Big difference here between body allowing you to do activities and fatigue of depression.

I think fatigue in depression is important as a marker of improvement or worsening. Yes, it may be useful to suggest more activity to a depressed person. However, depression is more complicated than mere activity.

 

That's an important point, @Sly Saint. We need to be wary of hanging too much on specific keywords, which as you say can be acquired through various sources that are likely to differ according to the condition. Most narrative approaches look for themes, rather than keywords, so not looking at "heaviness" or "brain fog" per se, but narratives that follow particular themes. But the general point still holds.

And having said that, there are probably other more generic and more subtle "shaping" effects that can occur when people engage in discussion with others about their symptoms. A person who experiences their thinking as if it were a dialogue in their head might find the experience helpful or even comforting, but then after discussion with others (especially professionals) may reconstruct it as a negative thing that is to be feared and if possible, prevented. The Cambridge model, which we talk about in the paper, very specifically mentions this type of shaping effect. They argue there's no such thing as a "raw" symptom experience, its always shaped by thoughts and by interactions with others.

I think the narrative analysis approach is only ever a way to generate hypotheses, which you then want to test using other methods.

 

The weird thing about PACE is that the effects observed on self-reported measures did not seem to differ much depending on whether you considered the sample as a whole, or whether you selected out those who met stricter ME criteria. I don't think the interventions genuinely worked for anyone really. Maybe that's because people with genuine depression are misdiagnosed with CFS much less often that we think. Or maybe its because this stuff doesn't work for anyone.

Another possibility - that @Barry and @shak8 have mentioned above - is that people with depression may be far less motivated to get back into living (because, well, they're depressed), so recruitment of participants for these studies self-selects for those that don't have clinical depression.

 

Fair point. It seems to me that medicine often imposes the term fatigue onto people who wouldn't otherwise use it, because it divides up unexplained self-reported symptoms into two categories - if its not pain, its fatigue. That's pretty much the end of it. You can't function, but you don't have pain (or any other dysfunction that could explain your problem), well, that's fatigue isn't it?

I've seen discussions here on S4ME about fatigue and some people feel the term captures something of their experience even at rest (although a very fluctuating experience at that) and others consider the word not useful in capturing what they feel, which is better described in terms of specific symptoms like headache, brain fog, etc, or in specific limits that they need to observe to avoid PEM on particular days.

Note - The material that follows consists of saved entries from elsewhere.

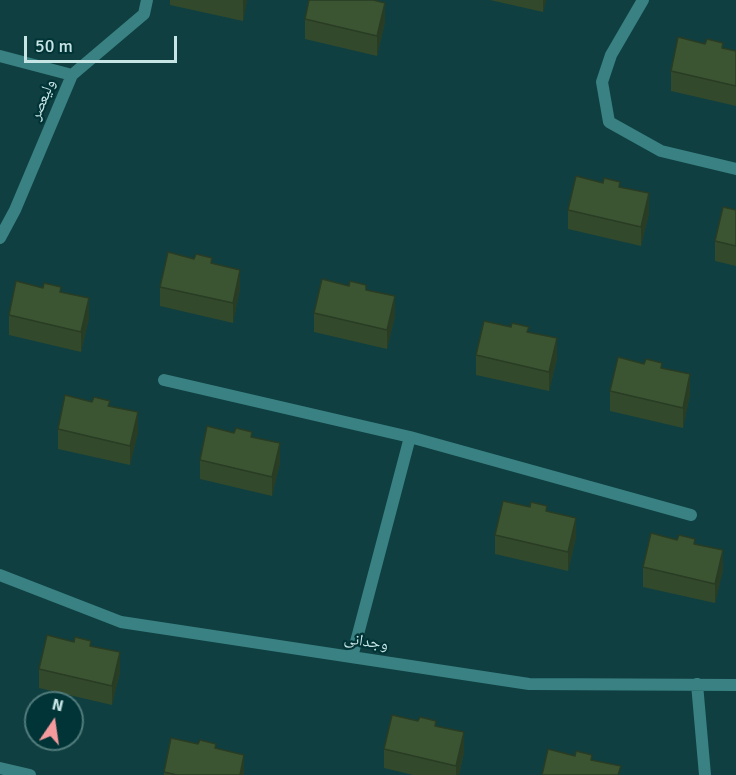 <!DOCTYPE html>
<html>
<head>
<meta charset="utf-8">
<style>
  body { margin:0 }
  #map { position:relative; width:736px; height:775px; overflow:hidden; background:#0f3f40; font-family:Signika,sans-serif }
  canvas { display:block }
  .north { position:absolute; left:24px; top:691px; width:60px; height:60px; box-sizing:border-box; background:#013436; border:2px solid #517b7c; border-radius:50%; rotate:13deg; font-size:16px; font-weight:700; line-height:24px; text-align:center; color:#c8e5e6 }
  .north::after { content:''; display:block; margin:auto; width:21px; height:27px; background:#f59b9d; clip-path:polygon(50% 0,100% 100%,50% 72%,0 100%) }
  .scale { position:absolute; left:24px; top:36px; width:153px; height:27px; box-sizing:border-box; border:3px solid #c8e5e6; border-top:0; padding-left:8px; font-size:18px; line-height:21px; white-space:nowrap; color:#c8e5e6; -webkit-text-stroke:4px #013436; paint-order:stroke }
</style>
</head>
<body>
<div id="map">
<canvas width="736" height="775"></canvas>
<div class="north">N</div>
<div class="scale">50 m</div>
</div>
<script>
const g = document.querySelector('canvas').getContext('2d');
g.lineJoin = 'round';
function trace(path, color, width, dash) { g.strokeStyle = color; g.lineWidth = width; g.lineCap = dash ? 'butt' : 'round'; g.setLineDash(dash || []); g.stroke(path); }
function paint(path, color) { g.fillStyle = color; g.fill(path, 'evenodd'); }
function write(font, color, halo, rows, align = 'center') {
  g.font = font + ' Signika,"Noto Naskh Arabic",sans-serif'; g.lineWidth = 4.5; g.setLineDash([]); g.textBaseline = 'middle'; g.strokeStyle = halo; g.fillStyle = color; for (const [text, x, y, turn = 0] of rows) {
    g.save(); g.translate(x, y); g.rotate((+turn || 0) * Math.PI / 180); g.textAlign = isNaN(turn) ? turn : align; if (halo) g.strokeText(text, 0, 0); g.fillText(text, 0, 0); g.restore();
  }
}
const street = new Path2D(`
  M 643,0 L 611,55 L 602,82 L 609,122 L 661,151 L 736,169
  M 0,56 L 72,75
  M 0,238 L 15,210 L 72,75 L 144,14 L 147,0
  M 164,380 L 410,437 L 691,515
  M 0,575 L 121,622 L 529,684 L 736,685
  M 352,657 L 410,437
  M 697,684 L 705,775
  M 0,768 L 30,775`);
const wall = new Path2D(`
  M 170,0 L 247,0 L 243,21 L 170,5 Z
  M 490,0 L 546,0 L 543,12 Z
  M 305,19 L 385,22 L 377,56 L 305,39 Z
  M 723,48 L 736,51 L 736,106 L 671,91 L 671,71 Z
  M 620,187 L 649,213 L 641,246 L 568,229 L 568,210 Z
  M 736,210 L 736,266 L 715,261 L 715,241 Z
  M 212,263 L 240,289 L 233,323 L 160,306 L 160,287 Z
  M 366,290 L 395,316 L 387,349 L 314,332 L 314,313 Z
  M 61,292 L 89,318 L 81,352 L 9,335 L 9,315 Z
  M 529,332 L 557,358 L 549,391 L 476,375 L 476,355 Z
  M 662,368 L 690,394 L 683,428 L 610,411 L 610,391 Z
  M 110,406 L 138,432 L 130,465 L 58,449 L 58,429 Z
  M 252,437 L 280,463 L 272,496 L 200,479 L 200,460 Z
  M 547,512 L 576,537 L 568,571 L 495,554 L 495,535 Z
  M 695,544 L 723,570 L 715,603 L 643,587 L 643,567 Z
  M 91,646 L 120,672 L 112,705 L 39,688 L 39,669 Z
  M 436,726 L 464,752 L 459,775 L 413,775 L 384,768 L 384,749 Z
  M 216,749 L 244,755 L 244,775 L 164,775 L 164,772 Z`);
const shadedWall = new Path2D(`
  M 243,0 L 247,0 L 243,21 Z
  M 543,0 L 546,0 L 543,12 Z
  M 385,3 L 385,22 L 377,56 L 377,36 Z
  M 649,193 L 649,213 L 641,246 L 641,227 Z
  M 240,270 L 240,289 L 233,323 L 233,303 Z
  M 395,296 L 395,316 L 387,349 L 387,330 Z
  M 89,298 L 89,318 L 81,352 L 81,332 Z
  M 557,338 L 557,358 L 549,391 L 549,372 Z
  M 690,374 L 690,394 L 683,428 L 683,408 Z
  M 138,412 L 138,432 L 130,465 L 130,446 Z
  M 280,443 L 280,463 L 272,496 L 272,477 Z
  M 576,518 L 576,537 L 568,571 L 568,552 Z
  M 723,550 L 723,570 L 715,603 L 715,584 Z
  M 120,652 L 120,672 L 112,705 L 112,686 Z
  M 464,732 L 464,752 L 459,775 L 456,775 L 456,766 Z
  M 244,755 L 244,775 L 240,775 Z`);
const building = new Path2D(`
  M 309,0 L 373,0 L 385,3 L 377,36 L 305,19 Z
  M 678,37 L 705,44 L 707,39 L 723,43 L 722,48 L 736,51 L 736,86 L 671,71 Z
  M 576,176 L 603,183 L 604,178 L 620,182 L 619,187 L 649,193 L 641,227 L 568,210 Z
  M 723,207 L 736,210 L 736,246 L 715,241 Z
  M 168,252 L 194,259 L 196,254 L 212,258 L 211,263 L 240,270 L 233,303 L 160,287 Z
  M 322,279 L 349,286 L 350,281 L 366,285 L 366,290 L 395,296 L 387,330 L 314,313 Z
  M 16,281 L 43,288 L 44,283 L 61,287 L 60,292 L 89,298 L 81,332 L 9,315 Z
  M 484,321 L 511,327 L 512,323 L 529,327 L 527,332 L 557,338 L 549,372 L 476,355 Z
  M 618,357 L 644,364 L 646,359 L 662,363 L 661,368 L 690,374 L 683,408 L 610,391 Z
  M 65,395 L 92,402 L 94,397 L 110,401 L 108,406 L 138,412 L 130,446 L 58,429 Z
  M 207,426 L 234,433 L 236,428 L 252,432 L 251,437 L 280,443 L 272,477 L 200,460 Z
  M 503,501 L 530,507 L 531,502 L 547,506 L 546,511 L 576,518 L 568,552 L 495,535 Z
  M 651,533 L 677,540 L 679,535 L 695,539 L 694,544 L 723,550 L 715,584 L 643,567 Z
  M 47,635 L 74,642 L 75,637 L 91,641 L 90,646 L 120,652 L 112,686 L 39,669 Z
  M 392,715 L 418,721 L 420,717 L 436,721 L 435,726 L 464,732 L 456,766 L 384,749 Z
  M 171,738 L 198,744 L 200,740 L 216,744 L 215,748 L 244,755 L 240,775 L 177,775 L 164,772 Z
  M 548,749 L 575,756 L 576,751 L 592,755 L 591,760 L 621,766 L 618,775 L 542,775 Z`);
const streetNames = [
  ["ولیعصر",43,100,-67],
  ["وجدانی",366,642,9]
];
trace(street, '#398183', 12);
paint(wall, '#33492c');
paint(shadedWall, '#293c24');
paint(building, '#3b5533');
trace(building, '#293c24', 1.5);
write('16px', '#c8e5e6', '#013436', streetNames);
</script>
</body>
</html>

The part that interests me is not what word people use, but in teasing apart the very distinctly different experiences of people with depression and those with chronic illness, so that they are not concatenated. Which creates all sorts of spurious associations - leading us to conclude stupid things, like that the majority of chronically ill people are clinically depressed, and also most elderly people. In general, I'm unhappy with the way the concept of depression has expanded way beyond its limits, to cover a range of negative experiences that have nothing to do with psychopathology. I'm unhappy that the experiences of people with ME, cancer, MS, and all sorts of other conditions are being inappropriately psychologised.